*What to work on*
Among the entries below, which lines include the string "function"? Show each one.

*Dataset extract*
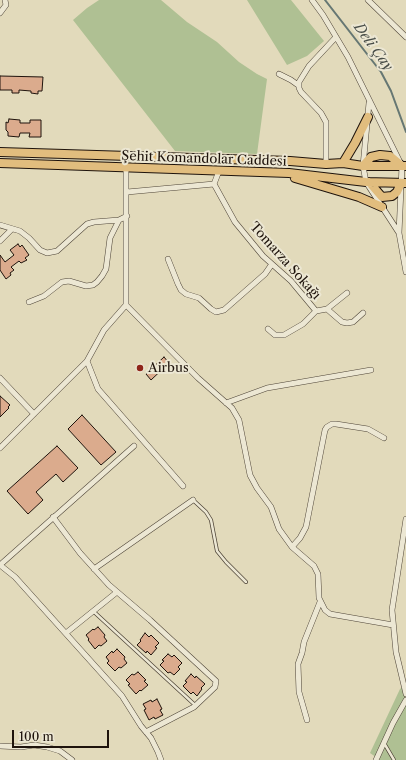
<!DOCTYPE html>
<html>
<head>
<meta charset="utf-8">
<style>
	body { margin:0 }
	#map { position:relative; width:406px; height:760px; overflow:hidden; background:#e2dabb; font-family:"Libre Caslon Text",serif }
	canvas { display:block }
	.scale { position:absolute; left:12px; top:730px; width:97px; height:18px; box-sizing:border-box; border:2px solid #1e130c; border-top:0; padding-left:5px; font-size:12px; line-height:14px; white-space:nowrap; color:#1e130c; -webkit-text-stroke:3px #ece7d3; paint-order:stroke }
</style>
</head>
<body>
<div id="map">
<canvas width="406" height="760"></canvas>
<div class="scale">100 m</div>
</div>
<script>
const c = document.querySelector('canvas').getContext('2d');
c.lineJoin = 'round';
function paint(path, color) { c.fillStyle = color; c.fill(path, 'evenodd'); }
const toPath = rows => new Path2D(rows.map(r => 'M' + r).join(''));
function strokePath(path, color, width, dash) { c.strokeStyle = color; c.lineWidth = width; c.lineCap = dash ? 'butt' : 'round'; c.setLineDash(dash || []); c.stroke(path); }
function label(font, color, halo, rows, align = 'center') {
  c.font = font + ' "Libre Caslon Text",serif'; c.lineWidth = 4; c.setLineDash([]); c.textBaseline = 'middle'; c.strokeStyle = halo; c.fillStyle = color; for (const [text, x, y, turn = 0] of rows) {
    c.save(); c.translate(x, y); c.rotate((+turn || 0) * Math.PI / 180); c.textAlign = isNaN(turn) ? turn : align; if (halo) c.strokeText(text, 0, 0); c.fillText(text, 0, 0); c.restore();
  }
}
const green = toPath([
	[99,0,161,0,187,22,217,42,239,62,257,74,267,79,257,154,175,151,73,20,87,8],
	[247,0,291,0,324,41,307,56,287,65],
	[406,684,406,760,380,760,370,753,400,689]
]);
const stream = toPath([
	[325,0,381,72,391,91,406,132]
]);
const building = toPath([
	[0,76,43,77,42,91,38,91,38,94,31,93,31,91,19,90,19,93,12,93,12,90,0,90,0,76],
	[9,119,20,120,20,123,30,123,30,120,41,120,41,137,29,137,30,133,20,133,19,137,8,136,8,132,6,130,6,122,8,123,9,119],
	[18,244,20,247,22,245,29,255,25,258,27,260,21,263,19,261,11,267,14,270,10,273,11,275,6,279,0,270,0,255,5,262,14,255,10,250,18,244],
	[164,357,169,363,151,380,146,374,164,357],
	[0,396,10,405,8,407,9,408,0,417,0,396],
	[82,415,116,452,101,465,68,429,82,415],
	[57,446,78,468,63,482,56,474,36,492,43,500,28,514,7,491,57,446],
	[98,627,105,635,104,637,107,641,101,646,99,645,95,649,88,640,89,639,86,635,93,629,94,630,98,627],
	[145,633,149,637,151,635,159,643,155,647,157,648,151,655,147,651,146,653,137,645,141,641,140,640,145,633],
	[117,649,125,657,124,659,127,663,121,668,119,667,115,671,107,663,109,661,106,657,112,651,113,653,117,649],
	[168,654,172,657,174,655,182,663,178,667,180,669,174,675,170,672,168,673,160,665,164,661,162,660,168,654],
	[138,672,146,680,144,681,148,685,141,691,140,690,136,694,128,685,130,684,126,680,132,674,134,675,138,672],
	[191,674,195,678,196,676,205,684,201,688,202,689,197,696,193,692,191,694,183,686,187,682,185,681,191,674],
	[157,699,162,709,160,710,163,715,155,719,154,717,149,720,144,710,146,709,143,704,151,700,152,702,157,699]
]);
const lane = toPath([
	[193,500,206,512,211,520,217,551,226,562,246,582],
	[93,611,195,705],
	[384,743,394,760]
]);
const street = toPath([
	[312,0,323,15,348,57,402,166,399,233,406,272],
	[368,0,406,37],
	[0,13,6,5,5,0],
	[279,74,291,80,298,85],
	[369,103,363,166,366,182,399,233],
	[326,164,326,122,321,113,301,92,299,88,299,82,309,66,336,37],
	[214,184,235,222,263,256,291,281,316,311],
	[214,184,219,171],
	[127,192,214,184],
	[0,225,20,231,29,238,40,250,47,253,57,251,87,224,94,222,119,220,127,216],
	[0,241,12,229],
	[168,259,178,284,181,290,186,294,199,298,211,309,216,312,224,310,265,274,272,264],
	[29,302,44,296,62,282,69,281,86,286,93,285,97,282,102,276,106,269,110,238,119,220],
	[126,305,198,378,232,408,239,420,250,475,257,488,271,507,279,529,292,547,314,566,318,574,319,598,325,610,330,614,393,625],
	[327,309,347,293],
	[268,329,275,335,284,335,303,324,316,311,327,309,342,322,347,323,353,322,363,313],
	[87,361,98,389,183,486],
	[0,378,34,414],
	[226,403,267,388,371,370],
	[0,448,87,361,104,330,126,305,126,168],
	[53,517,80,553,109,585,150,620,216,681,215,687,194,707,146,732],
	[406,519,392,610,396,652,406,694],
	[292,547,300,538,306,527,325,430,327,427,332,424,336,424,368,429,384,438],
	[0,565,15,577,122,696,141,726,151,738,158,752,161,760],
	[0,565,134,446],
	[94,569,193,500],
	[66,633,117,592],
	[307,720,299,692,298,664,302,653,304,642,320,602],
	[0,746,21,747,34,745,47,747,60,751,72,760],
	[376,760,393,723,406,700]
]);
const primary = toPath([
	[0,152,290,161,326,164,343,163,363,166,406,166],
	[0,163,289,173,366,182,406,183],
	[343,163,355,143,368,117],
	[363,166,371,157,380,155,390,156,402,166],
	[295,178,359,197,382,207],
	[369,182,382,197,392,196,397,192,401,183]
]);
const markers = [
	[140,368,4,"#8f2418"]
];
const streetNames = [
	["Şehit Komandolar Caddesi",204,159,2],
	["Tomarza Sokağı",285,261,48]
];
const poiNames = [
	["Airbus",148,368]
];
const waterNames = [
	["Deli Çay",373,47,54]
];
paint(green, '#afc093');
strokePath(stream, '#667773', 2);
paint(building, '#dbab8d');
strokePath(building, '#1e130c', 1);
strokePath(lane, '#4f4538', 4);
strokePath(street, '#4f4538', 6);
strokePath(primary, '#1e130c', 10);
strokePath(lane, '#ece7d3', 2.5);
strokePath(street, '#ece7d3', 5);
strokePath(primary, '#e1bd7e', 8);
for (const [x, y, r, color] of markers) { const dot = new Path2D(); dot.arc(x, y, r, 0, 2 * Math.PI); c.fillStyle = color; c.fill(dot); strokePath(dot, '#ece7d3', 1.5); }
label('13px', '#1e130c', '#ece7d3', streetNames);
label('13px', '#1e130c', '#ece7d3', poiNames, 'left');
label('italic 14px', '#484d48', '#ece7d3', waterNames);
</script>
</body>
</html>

*Result of the task*
function paint(path, color) { c.fillStyle = color; c.fill(path, 'evenodd'); }
function strokePath(path, color, width, dash) { c.strokeStyle = color; c.lineWidth = width; c.lineCap = dash ? 'butt' : 'round'; c.setLineDash(dash || []); c.stroke(path); }
function label(font, color, halo, rows, align = 'center') {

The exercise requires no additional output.